§ Given data:
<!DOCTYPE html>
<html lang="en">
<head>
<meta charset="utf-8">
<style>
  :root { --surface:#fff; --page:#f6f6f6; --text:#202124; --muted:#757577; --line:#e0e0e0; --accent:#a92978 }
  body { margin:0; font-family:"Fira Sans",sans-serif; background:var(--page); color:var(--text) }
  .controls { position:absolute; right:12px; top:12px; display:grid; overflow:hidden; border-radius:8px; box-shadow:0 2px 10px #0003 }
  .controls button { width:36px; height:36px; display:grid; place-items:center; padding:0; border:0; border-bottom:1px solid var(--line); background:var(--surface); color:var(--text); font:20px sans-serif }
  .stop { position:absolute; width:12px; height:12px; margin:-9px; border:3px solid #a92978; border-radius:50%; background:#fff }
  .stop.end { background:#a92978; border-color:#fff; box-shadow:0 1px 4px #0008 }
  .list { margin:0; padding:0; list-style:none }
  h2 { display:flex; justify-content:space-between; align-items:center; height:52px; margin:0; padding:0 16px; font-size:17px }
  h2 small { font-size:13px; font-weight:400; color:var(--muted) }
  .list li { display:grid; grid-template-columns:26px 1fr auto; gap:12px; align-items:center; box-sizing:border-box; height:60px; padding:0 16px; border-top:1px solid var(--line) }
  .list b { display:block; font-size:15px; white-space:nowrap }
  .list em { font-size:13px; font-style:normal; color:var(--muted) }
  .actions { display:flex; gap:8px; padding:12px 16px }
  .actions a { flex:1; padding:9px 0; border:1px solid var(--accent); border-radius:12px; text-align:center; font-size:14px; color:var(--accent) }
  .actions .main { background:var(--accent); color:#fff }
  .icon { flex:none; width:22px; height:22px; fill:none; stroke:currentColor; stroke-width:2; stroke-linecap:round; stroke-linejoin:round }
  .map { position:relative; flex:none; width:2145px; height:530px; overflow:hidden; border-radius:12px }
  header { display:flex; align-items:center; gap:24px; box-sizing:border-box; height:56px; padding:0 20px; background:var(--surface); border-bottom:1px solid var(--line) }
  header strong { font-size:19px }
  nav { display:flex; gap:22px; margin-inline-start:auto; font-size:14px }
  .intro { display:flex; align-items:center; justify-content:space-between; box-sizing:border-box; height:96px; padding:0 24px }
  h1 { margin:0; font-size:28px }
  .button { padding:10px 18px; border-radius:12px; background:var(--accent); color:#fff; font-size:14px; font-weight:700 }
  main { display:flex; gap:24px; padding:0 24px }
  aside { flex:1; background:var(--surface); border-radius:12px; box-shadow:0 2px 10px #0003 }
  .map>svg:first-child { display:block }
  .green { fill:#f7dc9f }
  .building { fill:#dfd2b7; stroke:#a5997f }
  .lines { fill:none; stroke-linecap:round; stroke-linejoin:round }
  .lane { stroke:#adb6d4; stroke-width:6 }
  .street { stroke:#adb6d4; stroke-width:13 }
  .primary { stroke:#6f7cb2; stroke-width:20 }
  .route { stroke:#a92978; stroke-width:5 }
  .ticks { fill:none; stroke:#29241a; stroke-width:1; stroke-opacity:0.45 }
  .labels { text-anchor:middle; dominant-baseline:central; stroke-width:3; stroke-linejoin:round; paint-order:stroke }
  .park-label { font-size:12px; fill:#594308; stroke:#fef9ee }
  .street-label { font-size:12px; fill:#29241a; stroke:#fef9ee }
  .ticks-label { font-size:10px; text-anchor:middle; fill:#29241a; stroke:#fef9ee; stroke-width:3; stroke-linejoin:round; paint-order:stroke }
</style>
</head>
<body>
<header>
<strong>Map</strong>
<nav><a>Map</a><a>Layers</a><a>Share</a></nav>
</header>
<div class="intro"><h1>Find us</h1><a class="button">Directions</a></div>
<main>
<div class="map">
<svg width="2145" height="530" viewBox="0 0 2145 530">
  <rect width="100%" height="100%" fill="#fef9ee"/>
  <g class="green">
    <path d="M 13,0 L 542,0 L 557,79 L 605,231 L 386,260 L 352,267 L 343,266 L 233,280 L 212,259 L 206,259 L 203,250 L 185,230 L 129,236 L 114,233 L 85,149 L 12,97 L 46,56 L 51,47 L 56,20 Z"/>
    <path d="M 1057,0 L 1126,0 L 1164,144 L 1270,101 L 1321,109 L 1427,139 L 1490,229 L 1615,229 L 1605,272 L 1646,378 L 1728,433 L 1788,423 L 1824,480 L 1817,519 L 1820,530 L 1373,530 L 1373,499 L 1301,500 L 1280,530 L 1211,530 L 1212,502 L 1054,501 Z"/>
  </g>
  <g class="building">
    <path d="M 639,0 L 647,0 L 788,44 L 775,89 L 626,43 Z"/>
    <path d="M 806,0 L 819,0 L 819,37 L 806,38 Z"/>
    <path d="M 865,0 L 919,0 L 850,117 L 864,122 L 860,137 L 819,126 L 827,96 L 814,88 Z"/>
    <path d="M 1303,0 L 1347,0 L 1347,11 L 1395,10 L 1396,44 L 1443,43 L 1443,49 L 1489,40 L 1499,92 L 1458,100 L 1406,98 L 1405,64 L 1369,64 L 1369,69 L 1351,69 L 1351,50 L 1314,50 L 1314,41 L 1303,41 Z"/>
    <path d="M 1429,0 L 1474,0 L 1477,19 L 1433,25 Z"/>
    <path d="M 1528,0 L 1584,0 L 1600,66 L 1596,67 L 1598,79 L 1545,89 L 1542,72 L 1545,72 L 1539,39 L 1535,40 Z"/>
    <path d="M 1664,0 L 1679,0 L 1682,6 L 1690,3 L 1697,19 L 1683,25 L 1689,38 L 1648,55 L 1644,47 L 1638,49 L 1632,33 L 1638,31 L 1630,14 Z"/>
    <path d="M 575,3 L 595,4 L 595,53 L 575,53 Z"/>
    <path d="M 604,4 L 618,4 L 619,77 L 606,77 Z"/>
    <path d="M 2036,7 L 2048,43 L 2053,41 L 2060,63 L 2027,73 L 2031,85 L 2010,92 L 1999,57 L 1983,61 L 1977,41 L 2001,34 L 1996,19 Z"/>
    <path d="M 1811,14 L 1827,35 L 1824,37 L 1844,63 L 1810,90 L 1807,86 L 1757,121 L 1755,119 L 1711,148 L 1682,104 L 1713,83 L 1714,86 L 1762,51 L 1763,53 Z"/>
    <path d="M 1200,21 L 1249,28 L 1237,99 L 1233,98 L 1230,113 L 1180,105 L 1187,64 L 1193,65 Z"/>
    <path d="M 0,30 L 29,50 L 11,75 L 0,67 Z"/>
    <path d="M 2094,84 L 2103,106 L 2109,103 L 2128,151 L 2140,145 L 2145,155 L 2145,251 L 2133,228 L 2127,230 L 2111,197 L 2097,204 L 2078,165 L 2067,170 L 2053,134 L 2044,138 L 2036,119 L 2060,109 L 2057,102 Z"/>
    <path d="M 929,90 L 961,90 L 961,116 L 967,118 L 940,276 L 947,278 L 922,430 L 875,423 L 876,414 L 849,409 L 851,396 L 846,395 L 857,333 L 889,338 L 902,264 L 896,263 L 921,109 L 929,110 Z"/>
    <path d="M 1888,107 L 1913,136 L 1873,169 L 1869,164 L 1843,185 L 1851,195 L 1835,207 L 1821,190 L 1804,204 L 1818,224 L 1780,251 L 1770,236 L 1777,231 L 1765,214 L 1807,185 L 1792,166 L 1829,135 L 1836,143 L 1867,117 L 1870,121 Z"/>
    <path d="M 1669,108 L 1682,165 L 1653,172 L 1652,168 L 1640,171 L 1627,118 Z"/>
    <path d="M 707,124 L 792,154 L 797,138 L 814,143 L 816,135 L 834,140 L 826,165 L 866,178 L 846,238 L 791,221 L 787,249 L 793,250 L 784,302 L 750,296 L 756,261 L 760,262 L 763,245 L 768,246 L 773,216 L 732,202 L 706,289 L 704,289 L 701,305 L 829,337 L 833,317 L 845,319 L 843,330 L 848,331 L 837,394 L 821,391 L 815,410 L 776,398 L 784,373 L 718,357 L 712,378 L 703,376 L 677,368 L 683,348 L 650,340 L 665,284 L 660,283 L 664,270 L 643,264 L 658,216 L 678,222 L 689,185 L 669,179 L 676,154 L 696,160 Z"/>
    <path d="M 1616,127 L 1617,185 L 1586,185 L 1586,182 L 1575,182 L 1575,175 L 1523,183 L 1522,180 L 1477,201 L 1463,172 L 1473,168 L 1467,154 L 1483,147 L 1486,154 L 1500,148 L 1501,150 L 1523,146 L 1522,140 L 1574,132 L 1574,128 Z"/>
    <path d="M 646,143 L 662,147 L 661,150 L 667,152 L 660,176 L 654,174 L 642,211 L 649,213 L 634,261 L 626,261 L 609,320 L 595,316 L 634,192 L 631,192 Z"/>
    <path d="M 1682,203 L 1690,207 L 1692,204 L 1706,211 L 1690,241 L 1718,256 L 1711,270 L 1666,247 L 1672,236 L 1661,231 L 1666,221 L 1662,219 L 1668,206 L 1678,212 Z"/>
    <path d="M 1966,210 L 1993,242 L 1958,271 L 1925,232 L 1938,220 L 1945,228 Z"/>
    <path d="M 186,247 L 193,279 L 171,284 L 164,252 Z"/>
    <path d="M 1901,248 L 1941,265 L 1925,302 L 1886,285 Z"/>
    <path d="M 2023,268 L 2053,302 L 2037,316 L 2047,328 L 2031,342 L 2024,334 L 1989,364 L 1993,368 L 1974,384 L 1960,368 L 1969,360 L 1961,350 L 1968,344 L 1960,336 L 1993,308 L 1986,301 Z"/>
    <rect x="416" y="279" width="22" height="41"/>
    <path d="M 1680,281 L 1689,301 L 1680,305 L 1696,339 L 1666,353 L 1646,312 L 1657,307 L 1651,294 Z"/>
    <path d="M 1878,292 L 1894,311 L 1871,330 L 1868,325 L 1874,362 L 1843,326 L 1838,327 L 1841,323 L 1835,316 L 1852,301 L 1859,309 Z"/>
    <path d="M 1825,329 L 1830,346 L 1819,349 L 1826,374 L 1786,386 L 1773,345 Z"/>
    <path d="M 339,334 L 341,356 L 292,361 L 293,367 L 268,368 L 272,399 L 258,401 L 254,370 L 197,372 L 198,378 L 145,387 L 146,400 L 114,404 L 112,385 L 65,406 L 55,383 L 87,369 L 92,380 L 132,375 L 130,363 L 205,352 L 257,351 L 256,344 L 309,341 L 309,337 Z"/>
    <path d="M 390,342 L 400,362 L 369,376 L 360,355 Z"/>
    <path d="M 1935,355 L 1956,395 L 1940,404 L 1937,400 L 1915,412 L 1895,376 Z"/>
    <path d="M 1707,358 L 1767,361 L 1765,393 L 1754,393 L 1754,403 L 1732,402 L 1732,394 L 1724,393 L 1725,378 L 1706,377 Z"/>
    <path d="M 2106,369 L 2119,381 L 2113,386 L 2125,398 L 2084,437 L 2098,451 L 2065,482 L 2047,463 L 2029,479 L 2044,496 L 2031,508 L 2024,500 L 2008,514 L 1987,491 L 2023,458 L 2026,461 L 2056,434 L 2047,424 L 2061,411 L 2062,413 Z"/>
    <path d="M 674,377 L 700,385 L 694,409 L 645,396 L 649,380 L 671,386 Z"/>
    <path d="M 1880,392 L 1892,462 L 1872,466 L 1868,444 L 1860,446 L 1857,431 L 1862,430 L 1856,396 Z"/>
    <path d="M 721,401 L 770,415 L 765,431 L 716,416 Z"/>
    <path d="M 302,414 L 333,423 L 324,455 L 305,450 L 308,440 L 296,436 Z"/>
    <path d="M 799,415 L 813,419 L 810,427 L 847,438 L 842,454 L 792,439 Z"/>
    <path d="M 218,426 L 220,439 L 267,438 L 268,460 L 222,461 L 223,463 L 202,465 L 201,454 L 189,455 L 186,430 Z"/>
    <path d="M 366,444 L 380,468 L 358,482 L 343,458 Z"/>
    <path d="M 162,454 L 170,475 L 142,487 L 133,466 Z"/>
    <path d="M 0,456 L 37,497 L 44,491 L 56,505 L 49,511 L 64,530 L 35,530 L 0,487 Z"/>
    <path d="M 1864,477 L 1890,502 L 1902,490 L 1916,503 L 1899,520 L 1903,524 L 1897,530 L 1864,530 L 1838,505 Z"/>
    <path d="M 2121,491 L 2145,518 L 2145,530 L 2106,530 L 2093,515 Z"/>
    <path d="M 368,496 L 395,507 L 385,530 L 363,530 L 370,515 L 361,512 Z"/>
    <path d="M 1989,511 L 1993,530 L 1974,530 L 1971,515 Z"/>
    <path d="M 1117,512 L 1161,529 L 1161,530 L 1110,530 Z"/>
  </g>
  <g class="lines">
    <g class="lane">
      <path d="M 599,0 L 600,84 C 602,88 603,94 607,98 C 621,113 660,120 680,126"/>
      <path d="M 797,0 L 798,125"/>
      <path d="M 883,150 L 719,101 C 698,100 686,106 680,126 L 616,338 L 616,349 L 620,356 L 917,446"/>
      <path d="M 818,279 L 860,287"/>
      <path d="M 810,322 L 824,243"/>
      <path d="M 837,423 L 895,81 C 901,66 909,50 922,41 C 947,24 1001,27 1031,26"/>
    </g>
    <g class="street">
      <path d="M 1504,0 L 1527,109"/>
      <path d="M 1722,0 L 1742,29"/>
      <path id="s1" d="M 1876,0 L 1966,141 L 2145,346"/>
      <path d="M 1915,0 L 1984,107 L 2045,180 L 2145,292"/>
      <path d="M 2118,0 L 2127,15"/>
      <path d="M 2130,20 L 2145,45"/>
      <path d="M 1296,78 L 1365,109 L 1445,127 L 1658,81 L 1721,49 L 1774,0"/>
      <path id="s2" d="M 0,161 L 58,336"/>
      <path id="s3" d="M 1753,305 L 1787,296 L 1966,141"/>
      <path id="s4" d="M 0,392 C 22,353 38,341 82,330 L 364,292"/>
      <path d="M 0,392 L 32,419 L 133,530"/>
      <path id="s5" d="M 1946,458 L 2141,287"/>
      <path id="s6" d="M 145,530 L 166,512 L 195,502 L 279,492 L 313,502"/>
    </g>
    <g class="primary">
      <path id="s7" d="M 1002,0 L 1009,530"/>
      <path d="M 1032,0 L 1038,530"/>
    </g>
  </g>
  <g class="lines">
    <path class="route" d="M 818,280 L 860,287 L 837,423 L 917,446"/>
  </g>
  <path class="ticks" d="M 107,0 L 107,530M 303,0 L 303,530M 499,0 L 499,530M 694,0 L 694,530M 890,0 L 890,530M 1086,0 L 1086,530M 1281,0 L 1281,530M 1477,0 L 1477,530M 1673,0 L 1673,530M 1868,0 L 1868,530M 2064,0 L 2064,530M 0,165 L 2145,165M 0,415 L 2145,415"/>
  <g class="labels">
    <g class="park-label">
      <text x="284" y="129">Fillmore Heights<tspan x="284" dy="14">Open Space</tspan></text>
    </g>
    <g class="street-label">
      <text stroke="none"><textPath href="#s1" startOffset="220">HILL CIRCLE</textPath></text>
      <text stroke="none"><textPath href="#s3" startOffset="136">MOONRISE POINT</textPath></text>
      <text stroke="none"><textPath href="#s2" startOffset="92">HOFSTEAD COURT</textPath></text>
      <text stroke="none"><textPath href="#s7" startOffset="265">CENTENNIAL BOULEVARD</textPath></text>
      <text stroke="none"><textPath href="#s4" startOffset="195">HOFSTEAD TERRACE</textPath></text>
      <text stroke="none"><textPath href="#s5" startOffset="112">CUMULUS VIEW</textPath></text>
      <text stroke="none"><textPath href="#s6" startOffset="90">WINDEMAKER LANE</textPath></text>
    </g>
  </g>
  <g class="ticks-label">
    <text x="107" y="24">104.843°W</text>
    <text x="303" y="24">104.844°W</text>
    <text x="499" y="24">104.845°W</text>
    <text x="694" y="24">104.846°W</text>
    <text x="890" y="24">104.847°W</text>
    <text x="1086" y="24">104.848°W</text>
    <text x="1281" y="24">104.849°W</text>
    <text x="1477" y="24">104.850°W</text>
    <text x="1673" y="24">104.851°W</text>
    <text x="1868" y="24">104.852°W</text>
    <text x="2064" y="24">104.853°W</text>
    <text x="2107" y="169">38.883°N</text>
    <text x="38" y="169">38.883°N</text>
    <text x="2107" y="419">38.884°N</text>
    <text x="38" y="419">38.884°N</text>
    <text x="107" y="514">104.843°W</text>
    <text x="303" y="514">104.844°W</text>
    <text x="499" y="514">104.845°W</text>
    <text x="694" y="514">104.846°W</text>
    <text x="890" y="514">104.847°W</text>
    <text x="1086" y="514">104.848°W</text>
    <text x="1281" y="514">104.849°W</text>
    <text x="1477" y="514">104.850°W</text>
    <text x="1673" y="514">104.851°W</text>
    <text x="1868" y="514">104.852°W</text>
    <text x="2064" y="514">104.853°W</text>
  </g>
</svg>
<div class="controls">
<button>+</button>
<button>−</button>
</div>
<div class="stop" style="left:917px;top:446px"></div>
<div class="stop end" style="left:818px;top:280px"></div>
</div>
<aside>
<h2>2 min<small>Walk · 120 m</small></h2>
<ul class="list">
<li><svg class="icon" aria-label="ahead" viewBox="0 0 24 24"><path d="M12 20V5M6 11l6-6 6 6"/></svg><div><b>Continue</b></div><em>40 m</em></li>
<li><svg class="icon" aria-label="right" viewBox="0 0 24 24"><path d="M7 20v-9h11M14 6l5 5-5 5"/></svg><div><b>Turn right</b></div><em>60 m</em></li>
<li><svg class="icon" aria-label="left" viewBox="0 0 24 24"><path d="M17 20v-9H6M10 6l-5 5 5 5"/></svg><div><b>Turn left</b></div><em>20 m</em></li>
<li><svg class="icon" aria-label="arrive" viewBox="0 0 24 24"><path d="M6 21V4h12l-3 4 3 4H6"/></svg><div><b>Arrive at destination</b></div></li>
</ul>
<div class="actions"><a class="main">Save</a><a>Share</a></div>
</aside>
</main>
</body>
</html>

§ The problem:
What is needed is an exact copy of the entries above, from the first line through the line holding "position:absolute; right:12px; top:12px;", with both of those lines kept; please give nothing else.

§ Solution for this problem:
<!DOCTYPE html>
<html lang="en">
<head>
<meta charset="utf-8">
<style>
  :root { --surface:#fff; --page:#f6f6f6; --text:#202124; --muted:#757577; --line:#e0e0e0; --accent:#a92978 }
  body { margin:0; font-family:"Fira Sans",sans-serif; background:var(--page); color:var(--text) }
  .controls { position:absolute; right:12px; top:12px; display:grid; overflow:hidden; border-radius:8px; box-shadow:0 2px 10px #0003 }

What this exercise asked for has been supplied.